▶ _Source data_
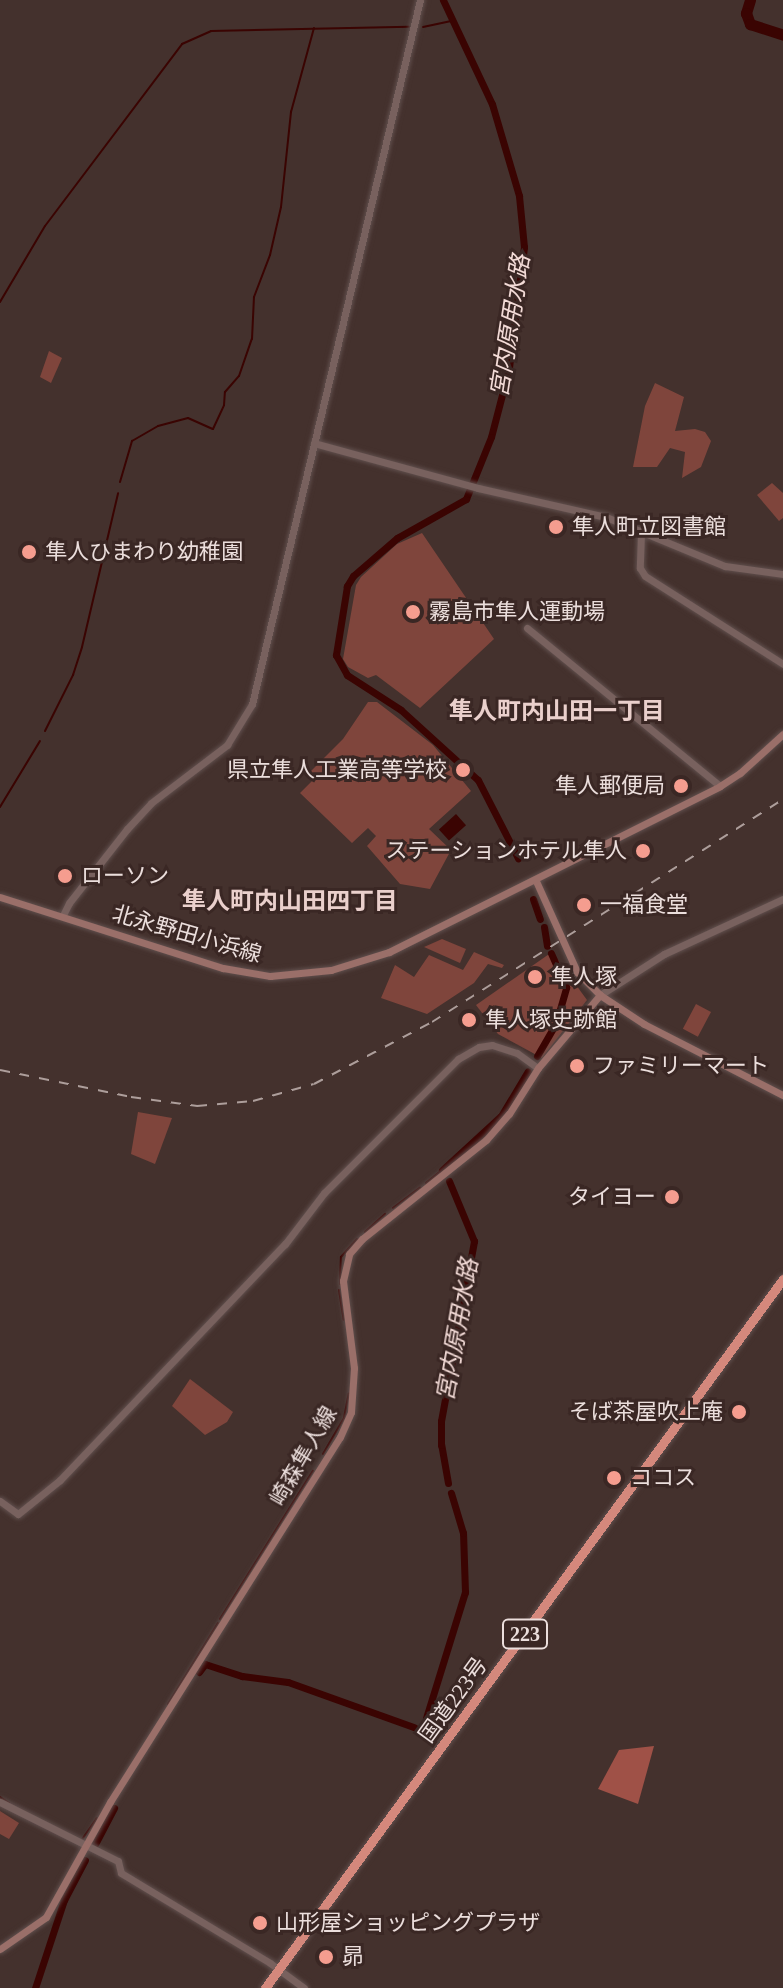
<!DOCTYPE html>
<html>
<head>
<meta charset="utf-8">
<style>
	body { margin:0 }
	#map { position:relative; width:783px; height:1988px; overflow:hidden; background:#44312d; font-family:"Times New Roman","Noto Sans JP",serif }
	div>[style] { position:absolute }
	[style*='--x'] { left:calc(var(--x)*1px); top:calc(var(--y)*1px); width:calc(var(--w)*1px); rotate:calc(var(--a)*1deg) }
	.green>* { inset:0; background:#7f453c; transform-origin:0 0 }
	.forest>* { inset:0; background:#9f5147 }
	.water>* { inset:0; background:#3a0402; transform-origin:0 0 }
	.stream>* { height:2px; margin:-1px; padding:0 1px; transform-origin:1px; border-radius:1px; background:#3a0402 }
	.canal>* { height:7px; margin:-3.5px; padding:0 3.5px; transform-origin:3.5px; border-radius:3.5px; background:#3a0402 }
	.river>* { height:11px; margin:-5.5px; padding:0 5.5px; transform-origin:5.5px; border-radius:5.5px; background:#3a0402 }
	.roads { filter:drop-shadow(0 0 2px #604f4d) drop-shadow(0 0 2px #604f4d) }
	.tertiary>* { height:7px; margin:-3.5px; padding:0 3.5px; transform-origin:3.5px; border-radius:3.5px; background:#78615e }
	.secondary>* { height:7px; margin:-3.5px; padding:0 3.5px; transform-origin:3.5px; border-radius:3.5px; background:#9a6f69 }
	.trunk>* { height:9px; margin:-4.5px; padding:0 4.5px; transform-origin:4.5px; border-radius:4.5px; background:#d4887c }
	.rail>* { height:2px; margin-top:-1px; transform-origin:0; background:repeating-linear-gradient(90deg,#ad9e9b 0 10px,transparent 0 20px) }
	.dots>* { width:22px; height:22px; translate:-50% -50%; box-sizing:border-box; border:4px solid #3a2724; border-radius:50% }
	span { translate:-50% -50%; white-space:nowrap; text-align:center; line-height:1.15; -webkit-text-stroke:6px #3a2724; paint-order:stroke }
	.shield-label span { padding:2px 6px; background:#3a2724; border:2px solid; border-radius:6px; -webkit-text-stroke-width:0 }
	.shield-label { font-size:20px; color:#ebdedc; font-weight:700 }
	.poi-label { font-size:22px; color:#ebdedc }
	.left { translate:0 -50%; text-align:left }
	.right { translate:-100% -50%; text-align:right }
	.street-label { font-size:22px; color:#ebdedc }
	.water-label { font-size:24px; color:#f3dbd7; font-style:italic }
	.neighbourhood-label { font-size:24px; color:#ead0cc; font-weight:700 }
</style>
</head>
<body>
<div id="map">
	<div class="green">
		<i style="clip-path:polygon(49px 351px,62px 358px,51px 383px,40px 377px)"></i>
		<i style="clip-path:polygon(655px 383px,684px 397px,675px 431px,695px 429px,705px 432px,711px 441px,701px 467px,682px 478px,685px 452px,670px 448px,657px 467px,633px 467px,645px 406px)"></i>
		<i style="clip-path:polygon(772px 483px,783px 493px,783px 518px,779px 521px,757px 495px)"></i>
		<i style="clip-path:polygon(422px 533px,494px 639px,420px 708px,376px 675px,368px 678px,348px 667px,343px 659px,356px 585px,361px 577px,397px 544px)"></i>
		<i style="clip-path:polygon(368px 702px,377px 702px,433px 745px,471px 791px,429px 829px,451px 850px,430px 889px,400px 884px,367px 846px,376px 836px,368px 828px,352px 843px,300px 793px,315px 778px,310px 772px,343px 739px)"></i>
		<i style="clip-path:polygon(442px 939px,466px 949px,460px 963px,424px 947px)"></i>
		<i style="clip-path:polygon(474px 952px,504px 965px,502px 968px,488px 964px,474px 983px,427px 1014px,381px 998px,395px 965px,414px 977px,429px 955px,463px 970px)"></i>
		<i style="clip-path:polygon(552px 952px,587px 1000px,542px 1058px,498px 1034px,476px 1005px)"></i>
		<i style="left:696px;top:1004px;width:17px;height:28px;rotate:28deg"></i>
		<i style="clip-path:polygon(138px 1112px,172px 1118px,155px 1164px,131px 1154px)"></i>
		<i style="clip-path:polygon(190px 1379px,233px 1412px,227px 1422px,205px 1435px,172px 1406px)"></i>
		<i style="clip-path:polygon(0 1811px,19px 1823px,9px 1839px,0 1834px)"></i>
	</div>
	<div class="forest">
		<i style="clip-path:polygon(654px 1746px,638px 1804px,598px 1789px,619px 1750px)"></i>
	</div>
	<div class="water">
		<i style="left:456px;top:814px;width:15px;height:23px;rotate:48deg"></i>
	</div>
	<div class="stream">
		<i style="--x:423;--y:27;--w:30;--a:-12"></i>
		<i style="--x:0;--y:302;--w:88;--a:-59.4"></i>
		<i style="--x:45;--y:226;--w:228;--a:-53"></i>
		<i style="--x:182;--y:44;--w:32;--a:-24"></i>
		<i style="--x:211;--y:31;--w:198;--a:-1.2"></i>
		<i style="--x:120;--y:482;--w:43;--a:-73.7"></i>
		<i style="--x:132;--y:441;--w:30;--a:-30"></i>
		<i style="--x:158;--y:426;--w:31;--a:-15"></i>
		<i style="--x:188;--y:418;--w:27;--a:24"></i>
		<i style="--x:213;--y:429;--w:26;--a:-65"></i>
		<i style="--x:224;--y:405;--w:13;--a:-86"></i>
		<i style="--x:225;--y:392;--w:21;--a:-49"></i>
		<i style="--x:239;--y:376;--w:39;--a:-71"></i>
		<i style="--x:252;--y:339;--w:42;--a:-87.3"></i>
		<i style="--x:254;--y:297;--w:45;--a:-69.1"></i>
		<i style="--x:270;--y:255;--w:49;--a:-77.1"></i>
		<i style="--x:281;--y:207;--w:96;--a:-84"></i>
		<i style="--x:291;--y:112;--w:87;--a:-74.7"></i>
		<i style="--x:45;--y:731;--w:63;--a:-63.4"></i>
		<i style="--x:73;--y:675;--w:29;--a:-72"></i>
		<i style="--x:82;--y:647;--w:158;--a:-76.8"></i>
		<i style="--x:0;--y:807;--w:77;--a:-58.8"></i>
		<i style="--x:426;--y:1183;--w:21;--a:-39"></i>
		<i style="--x:393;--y:1208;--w:34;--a:-37"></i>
		<i style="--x:365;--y:1232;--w:27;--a:-42"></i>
		<i style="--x:340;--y:1284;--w:27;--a:-88"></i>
		<i style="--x:341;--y:1257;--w:24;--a:-48"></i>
		<i style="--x:339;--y:1290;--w:30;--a:81"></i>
		<i style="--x:323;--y:1454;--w:42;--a:-59.7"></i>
		<i style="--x:344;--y:1418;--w:25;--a:-79"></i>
		<i style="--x:220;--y:1619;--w:175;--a:-57.9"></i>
		<i style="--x:168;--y:1704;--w:95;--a:-58.3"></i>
		<i style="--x:0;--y:1797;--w:11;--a:34"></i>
		<i style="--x:83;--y:1838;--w:24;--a:-55"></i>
	</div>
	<div class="canal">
		<i style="--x:443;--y:0;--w:115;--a:64.8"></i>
		<i style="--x:492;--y:104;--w:96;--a:73.6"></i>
		<i style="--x:519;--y:196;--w:51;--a:84.4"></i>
		<i style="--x:524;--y:247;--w:122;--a:97.1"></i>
		<i style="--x:509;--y:368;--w:71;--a:104.6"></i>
		<i style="--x:491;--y:437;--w:67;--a:112"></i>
		<i style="--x:466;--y:499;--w:79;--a:150.5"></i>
		<i style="--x:397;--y:538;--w:58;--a:139.2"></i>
		<i style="--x:353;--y:576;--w:12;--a:121"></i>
		<i style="--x:347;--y:586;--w:70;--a:99.1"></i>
		<i style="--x:336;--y:655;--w:23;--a:61"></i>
		<i style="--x:347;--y:675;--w:64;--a:32.9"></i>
		<i style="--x:401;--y:710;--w:104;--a:42.3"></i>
		<i style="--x:478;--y:780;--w:88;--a:62.9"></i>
		<i style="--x:533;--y:899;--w:21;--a:71"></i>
		<i style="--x:544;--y:927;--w:19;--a:81"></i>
		<i style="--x:564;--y:970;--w:14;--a:54"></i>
		<i style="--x:537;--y:1056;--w:38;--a:-60"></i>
		<i style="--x:556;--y:1023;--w:37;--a:-74"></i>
		<i style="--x:566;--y:987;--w:37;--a:-114"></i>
		<i style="--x:442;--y:1170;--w:80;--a:-42.5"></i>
		<i style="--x:501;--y:1116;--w:52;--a:-59"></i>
		<i style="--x:448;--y:1483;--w:39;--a:-100"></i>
		<i style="--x:441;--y:1445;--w:24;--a:-90"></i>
		<i style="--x:441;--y:1421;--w:183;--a:-79.6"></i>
		<i style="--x:474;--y:1241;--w:65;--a:-112.6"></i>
		<i style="--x:199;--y:1672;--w:10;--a:-53"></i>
		<i style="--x:205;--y:1664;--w:39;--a:18"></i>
		<i style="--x:242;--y:1676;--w:46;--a:7.4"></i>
		<i style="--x:288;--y:1682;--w:134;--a:19.7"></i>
		<i style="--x:426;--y:1718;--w:132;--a:-72.8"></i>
		<i style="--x:465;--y:1592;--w:59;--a:-91.9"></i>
		<i style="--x:463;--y:1533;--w:42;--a:-106.7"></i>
		<i style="--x:94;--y:1846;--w:43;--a:-62.2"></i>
		<i style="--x:35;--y:1988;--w:93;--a:-71.8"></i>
		<i style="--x:64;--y:1900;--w:45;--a:-62.3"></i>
	</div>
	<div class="river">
		<i style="--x:750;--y:0;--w:14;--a:107"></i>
		<i style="--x:746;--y:13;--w:12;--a:70"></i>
		<i style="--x:750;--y:24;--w:35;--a:18"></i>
	</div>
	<div class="roads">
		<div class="tertiary">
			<i style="--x:314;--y:443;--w:170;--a:15.3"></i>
			<i style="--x:478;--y:488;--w:131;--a:12.8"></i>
			<i style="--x:606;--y:517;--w:129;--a:22.4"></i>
			<i style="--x:725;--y:566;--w:59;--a:7.9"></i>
			<i style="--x:641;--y:533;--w:35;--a:92"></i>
			<i style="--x:640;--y:568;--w:9;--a:58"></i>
			<i style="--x:645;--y:576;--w:164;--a:32.5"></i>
			<i style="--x:527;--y:628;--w:249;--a:39.3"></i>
			<i style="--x:63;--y:915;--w:13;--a:-63"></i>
			<i style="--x:69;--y:903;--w:94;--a:-51.9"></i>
			<i style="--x:127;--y:829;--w:35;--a:-47"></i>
			<i style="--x:151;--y:803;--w:96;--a:-37.3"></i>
			<i style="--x:227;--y:745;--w:48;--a:-58.6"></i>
			<i style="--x:252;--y:704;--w:724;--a:-76.58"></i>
			<i style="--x:600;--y:995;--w:76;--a:-32.6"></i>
			<i style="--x:664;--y:954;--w:131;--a:-24.8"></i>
			<i style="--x:0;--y:1501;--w:22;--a:36"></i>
			<i style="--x:18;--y:1514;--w:54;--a:-39"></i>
			<i style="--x:60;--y:1480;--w:326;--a:-46.4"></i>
			<i style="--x:285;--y:1244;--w:64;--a:-52.6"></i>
			<i style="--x:324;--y:1193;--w:190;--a:-45"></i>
			<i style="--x:458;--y:1059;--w:24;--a:-30"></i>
			<i style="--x:479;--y:1047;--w:13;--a:-9"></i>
			<i style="--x:492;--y:1045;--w:26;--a:18"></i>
			<i style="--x:517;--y:1053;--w:26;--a:36"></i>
			<i style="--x:0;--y:1802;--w:132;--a:26.6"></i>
			<i style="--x:118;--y:1861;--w:12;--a:76"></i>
			<i style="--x:121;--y:1873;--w:174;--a:31.1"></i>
			<i style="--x:270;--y:1963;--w:42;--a:36.3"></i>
		</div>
		<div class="secondary">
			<i style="--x:536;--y:881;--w:100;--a:65.7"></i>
			<i style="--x:577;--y:972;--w:33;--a:45"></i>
			<i style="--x:600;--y:995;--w:53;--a:33.4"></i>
			<i style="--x:644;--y:1024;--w:156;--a:27.1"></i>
			<i style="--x:0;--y:897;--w:234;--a:17.7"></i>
			<i style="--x:223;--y:968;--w:48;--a:9.7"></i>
			<i style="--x:270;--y:976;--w:61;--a:-5.6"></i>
			<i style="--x:331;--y:970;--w:61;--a:-17.2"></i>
			<i style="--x:389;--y:952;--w:370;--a:-26.6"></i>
			<i style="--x:720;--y:786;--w:24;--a:-33"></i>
			<i style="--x:740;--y:773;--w:58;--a:-42.2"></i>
			<i style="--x:0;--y:1949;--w:56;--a:-34.8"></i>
			<i style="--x:46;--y:1917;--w:132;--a:-60.9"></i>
			<i style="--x:110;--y:1802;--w:431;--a:-57.8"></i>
			<i style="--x:340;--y:1437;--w:27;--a:-66"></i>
			<i style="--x:351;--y:1412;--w:44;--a:-86.1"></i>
			<i style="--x:354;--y:1368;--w:88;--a:-97.2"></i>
			<i style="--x:343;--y:1281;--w:28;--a:-77"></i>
			<i style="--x:349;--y:1254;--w:20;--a:-49"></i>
			<i style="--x:362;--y:1239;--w:159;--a:-38.6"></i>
			<i style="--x:486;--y:1140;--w:35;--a:-49"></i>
			<i style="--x:509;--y:1114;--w:54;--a:-57.8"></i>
			<i style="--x:538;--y:1068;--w:96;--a:-49.7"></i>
		</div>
		<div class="trunk">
			<i style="--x:265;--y:1988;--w:878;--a:-53.85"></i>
		</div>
	</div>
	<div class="rail">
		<i style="--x:0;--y:1070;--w:134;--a:11.6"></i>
		<i style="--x:131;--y:1097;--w:67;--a:7.8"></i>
		<i style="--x:197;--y:1106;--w:56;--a:-5.1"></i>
		<i style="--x:253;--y:1101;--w:63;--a:-15.6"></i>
		<i style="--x:314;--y:1084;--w:133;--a:-27.7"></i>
		<i style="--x:432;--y:1022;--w:416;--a:-32.4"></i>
	</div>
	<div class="dots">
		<i style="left:556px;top:527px;background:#f59d8f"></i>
		<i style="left:29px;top:552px;background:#f59d8f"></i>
		<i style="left:413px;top:612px;background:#f59d8f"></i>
		<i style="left:463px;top:770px;background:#f59d8f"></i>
		<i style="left:681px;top:786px;background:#f59d8f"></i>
		<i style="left:643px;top:851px;background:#f59d8f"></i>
		<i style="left:65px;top:876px;background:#f59d8f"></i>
		<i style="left:584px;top:905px;background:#f59d8f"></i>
		<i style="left:535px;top:977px;background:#f59d8f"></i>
		<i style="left:469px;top:1020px;background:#f59d8f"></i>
		<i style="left:577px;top:1066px;background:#f59d8f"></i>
		<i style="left:672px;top:1197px;background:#f59d8f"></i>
		<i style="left:739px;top:1412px;background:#f59d8f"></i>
		<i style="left:614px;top:1478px;background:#f59d8f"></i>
		<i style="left:260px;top:1923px;background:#f59d8f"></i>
		<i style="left:326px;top:1957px;background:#f59d8f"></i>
	</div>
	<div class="shield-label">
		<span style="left:525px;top:1634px">223</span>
	</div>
	<div class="poi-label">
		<span class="left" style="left:572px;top:527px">隼人町立図書館</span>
		<span class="left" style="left:45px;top:552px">隼人ひまわり幼稚園</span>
		<span class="left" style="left:429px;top:612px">霧島市隼人運動場</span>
		<span class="right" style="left:447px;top:770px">県立隼人工業高等学校</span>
		<span class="right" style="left:665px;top:786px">隼人郵便局</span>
		<span class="right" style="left:627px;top:851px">ステーションホテル隼人</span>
		<span class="left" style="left:81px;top:876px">ローソン</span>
		<span class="left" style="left:600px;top:905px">一福食堂</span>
		<span class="left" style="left:551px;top:977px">隼人塚</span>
		<span class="left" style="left:485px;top:1020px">隼人塚史跡館</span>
		<span class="left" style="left:593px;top:1066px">ファミリーマート</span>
		<span class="right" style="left:656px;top:1197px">タイヨー</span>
		<span class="right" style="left:723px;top:1412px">そば茶屋吹上庵</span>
		<span class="left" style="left:630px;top:1478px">ココス</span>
		<span class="left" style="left:276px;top:1923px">山形屋ショッピングプラザ</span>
		<span class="left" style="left:342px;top:1957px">昴</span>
	</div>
	<div class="street-label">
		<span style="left:187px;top:934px;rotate:16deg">北永野田小浜線</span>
		<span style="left:303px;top:1456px;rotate:-60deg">崎森隼人線</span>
		<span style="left:453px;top:1700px;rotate:-54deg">国道223号</span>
	</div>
	<div class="water-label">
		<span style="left:511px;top:326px;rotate:-81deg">宮内原用水路</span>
		<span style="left:458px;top:1330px;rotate:-80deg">宮内原用水路</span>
	</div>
	<div class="neighbourhood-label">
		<span style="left:557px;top:712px">隼人町内山田一丁目</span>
		<span style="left:290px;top:902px">隼人町内山田四丁目</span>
	</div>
</div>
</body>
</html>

▶ _What you are asked to do_
Take every line in the preceding listing that contains "stream" and copy it.

▶ _Result_
	.stream>* { height:2px; margin:-1px; padding:0 1px; transform-origin:1px; border-radius:1px; background:#3a0402 }
	<div class="stream">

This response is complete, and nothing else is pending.